Region: <Select your region for this deployment>(ex: South Central US)
Username: <mention username for login in elk virtual machine>(ex:elkadmin)
Authentication Type: <Select Password>(If you want you can go with SSH Public Key)
Password: <Enter Strong Password for login in elk virtual machine>(ex:ElK$Set!78%!!1)
Confirm Password: <Enter the same password as above step>
=> Click on Next: Cluster Settings

5. Cluster Settings:
Elasticsearch Version
: <Select Latest Version>(v7.9.0)
Cluster name: <Enter Cluster Name>(ex: elk-cluster)
Virtual network: <Default as it is>(You can create or select existing one)
Elasticsearch node subnet:<Default as it is>(You can create or select existing one)
=> Click on Next: Nodes Configuration

6. Nodes Configuration:
Hostname prefix:(The prefix to use for hostnames when naming virtual machines in the cluster. Hostnames are used for resolution of master nodes so if you are deploying a cluster into an existing virtual network containing an existing Elasticsearch cluster, be sure to set this to a unique prefix, to differentiate the hostnames of this cluster from an existing cluster)(ex: elk)
=> For Data nodes section
Number of data nodes: 3
Data node VM size: DS1 v2(1 vcpu, 3.5GM memory)
Data nodes are master eligible: Allow data nodes to be master eligible, setting this to Yes will no longer deploy the 3 dedicated master nodes. Select yes.
=> Data node disks
Number of managed disks per data node:
1
Size of each managed disk:
32GiB
Type of manages disks:
The storage type of managed disks. The default will be Premium disks for VMs that support Premium disks and Standard disks for those that do not. Choose “Standard disks”.
=>Master nodes
Master node VM size:
DS1 v2(1 vcpu, 3.5GM memory)
Client nodes(optional):0
=> Choose an option based on your load and requirements.
=> click Next: Nodes Configuration

7. Kibana & Logstash
=> Kibana
Install Kibana
: yes
Kibana VM size: Standard A2 v2(2 vcpu,4GB memory)
=> Logstash
Install Logstash:
Yes
Number of Logstash VMs: 1
Logstash VM size: Standard DS1 v2(1 vcpu,3.5 GB memory)
Logstash config file: skip it now we will add it manually.
Additional Logstash plugins: logstash-input-azure_event_hubs
=>External Access

Use a jump box: no(A jump box allows you to connect to your cluster from a public access point like SSH. This is usually not necessary if Kibana is installed since Kibana itself acts as a jump box.)
Load balancer type: External(Choose whether the load balancer should be public-facing (external) or internal.).
=>click on Next: Security

8. Security:
=>
In this section set password for all the built-in users of ELK Stack.
=> click on Next: Certificates

9. Certificates:
=> In this section you can set up the Certificate for the HTTP and TLS
=> If you want you can set up otherwise skip this as default
=> Click on Next:Review + Create

10. Review + Create:
=> Wait for the azure to validate the details and after a click on create.
=> Wait some time for deployment succeeded.

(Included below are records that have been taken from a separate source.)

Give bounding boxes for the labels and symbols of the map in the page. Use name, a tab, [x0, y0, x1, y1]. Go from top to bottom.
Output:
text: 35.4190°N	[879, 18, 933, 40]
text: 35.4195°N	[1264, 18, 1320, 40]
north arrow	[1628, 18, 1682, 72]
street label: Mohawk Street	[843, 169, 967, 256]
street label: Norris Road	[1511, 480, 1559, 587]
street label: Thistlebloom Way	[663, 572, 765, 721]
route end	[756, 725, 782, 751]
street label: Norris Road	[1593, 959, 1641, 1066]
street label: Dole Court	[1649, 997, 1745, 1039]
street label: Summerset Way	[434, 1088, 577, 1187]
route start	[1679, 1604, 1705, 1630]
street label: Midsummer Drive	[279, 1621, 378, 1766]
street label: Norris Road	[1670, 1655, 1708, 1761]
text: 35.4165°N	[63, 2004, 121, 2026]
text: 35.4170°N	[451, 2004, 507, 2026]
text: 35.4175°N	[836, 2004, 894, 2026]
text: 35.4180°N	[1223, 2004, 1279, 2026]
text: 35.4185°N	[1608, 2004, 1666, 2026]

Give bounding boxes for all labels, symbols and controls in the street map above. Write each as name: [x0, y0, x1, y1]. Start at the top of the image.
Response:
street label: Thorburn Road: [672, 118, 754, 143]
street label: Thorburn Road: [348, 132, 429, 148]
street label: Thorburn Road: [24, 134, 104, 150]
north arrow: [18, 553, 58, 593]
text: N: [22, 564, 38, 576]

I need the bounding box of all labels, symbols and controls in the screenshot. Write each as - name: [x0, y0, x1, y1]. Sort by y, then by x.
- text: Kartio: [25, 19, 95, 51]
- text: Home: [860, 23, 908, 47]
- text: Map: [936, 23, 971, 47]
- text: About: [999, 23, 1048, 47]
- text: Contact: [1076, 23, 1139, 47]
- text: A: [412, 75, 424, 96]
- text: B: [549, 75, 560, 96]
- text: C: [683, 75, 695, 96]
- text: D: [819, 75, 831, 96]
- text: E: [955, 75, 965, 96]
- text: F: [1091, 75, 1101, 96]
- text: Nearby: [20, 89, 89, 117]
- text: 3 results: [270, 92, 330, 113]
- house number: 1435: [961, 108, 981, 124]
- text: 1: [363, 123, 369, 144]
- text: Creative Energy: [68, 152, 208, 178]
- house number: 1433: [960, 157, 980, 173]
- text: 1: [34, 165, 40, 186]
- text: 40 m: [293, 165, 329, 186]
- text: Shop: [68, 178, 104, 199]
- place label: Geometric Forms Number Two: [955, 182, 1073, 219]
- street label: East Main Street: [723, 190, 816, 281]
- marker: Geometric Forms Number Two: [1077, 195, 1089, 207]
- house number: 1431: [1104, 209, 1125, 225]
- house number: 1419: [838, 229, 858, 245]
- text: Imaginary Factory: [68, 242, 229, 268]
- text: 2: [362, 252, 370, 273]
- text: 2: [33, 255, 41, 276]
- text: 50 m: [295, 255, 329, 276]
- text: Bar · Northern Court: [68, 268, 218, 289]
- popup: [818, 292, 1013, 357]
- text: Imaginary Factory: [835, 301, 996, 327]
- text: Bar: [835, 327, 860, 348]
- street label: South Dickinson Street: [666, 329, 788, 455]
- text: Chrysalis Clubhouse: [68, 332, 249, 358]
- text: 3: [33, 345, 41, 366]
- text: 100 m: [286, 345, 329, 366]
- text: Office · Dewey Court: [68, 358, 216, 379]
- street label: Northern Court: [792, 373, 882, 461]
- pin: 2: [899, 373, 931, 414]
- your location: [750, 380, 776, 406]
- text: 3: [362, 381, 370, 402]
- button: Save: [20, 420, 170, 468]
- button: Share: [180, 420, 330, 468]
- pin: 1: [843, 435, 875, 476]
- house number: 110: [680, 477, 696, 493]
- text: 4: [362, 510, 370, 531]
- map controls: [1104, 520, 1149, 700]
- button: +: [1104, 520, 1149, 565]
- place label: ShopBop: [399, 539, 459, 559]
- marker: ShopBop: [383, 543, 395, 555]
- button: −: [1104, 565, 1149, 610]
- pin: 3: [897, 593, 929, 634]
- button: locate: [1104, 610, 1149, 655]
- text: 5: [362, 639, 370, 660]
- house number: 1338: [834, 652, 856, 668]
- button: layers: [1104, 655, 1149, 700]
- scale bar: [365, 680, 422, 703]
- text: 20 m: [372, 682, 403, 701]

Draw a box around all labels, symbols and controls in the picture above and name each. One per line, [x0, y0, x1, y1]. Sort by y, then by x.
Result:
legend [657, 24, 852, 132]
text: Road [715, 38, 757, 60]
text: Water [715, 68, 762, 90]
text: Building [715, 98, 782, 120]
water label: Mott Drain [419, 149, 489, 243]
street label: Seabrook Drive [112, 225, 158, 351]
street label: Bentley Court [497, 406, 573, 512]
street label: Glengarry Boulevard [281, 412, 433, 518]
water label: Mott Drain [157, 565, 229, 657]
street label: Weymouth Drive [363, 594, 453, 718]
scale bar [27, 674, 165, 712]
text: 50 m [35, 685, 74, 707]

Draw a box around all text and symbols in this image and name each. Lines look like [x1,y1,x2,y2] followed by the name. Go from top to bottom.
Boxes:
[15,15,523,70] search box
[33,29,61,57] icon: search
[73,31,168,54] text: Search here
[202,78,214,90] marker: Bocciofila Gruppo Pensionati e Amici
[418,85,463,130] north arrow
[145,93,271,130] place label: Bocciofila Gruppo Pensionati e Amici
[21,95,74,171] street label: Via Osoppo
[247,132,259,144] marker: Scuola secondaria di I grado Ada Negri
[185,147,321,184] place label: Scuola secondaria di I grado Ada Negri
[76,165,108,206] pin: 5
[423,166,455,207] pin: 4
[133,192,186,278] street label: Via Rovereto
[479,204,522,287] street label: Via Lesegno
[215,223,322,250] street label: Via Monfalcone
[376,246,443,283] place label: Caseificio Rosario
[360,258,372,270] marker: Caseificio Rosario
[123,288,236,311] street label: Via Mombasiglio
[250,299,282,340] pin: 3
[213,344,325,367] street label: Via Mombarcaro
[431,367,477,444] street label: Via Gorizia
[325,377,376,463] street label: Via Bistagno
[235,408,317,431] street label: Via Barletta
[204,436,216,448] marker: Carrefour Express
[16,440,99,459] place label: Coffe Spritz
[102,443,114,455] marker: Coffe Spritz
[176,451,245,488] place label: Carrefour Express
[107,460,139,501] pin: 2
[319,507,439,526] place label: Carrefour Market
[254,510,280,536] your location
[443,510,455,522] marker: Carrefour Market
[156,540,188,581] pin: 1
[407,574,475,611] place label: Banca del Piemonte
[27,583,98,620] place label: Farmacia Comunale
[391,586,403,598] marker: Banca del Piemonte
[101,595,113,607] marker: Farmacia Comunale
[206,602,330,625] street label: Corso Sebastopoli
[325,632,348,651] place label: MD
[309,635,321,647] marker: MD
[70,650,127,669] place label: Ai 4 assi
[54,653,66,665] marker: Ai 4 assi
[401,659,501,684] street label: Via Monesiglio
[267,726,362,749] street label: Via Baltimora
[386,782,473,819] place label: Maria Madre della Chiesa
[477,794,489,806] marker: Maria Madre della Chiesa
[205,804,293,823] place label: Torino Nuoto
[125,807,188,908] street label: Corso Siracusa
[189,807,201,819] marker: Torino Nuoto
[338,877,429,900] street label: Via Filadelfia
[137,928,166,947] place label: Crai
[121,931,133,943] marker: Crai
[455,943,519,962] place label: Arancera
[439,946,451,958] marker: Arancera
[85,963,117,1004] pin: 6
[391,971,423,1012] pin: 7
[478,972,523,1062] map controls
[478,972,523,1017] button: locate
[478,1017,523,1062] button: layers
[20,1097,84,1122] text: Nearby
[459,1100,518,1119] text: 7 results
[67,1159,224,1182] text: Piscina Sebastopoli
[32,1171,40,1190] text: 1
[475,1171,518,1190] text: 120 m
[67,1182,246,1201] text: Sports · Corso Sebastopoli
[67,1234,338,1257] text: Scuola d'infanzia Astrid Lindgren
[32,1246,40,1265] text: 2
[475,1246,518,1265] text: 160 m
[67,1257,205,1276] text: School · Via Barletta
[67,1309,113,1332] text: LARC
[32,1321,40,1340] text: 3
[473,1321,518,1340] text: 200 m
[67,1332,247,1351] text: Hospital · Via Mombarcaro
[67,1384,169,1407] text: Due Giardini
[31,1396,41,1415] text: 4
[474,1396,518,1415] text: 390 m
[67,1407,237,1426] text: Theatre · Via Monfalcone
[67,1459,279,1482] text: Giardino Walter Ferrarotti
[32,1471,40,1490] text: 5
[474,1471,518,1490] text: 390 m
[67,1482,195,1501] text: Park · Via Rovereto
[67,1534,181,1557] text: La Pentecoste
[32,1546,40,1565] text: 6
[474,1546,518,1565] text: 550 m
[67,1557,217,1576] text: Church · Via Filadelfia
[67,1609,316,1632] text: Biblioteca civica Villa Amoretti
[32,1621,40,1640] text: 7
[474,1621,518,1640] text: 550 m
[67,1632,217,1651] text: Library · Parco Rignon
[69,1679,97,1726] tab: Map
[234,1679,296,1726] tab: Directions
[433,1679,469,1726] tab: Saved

***Let's Create Event Hub namespace and event hub In azure***

11. Create EventHub Namespace, Event hub & Consumer Group:
=> Go to the below link and create event namespace and event hub
https://docs.microsoft.com/en-us/azure/event-hubs/event-hubs-create
=> After that go to that event hub and create the consumer group. From the below image.
=> Go to that created event hub and copy the “Connection string–primary key”

***Now you ready with elastic cluster, Logstash, and kibana in a virtual machine running in the Azure environment. Let's configure the event hub & logstash for running almost real-time logs fetch pipeline and visualize in kibana dashboard.***

11. Go to the resource group you used for this deployment
=>
In the portal, search bar type “Resource groups” and click it.
=> Click on your resource group which you choose or create at the time of the creation of the ELK service in azure. (From step 4)

12. SSH into logstash virtual machine using kibana virtual machine
=> Find the kibana virtual machine and click on it.
=> You will find the public Ip address of the kibana in the overview section
=> Open your local machine terminal and ssh into kibana using VM.
=> Command: ssh <admin>@<public IP of kibana> (ex: ssh admin@255.255.255.255).
=>admin is the username from step 4. For the first time asks to add the host in the machine so type yes and enter the password. You should be in the kibana virtual machine.
=> In that kibana SSH session login into logstash virtual machine using same step as kibana.(ex: ssh <admin>@<private IP of the logstash> ). You will find the private in the logstash virtual machine in the overview section of logstash vm.
=> Now you finally ssh into the logstash VM.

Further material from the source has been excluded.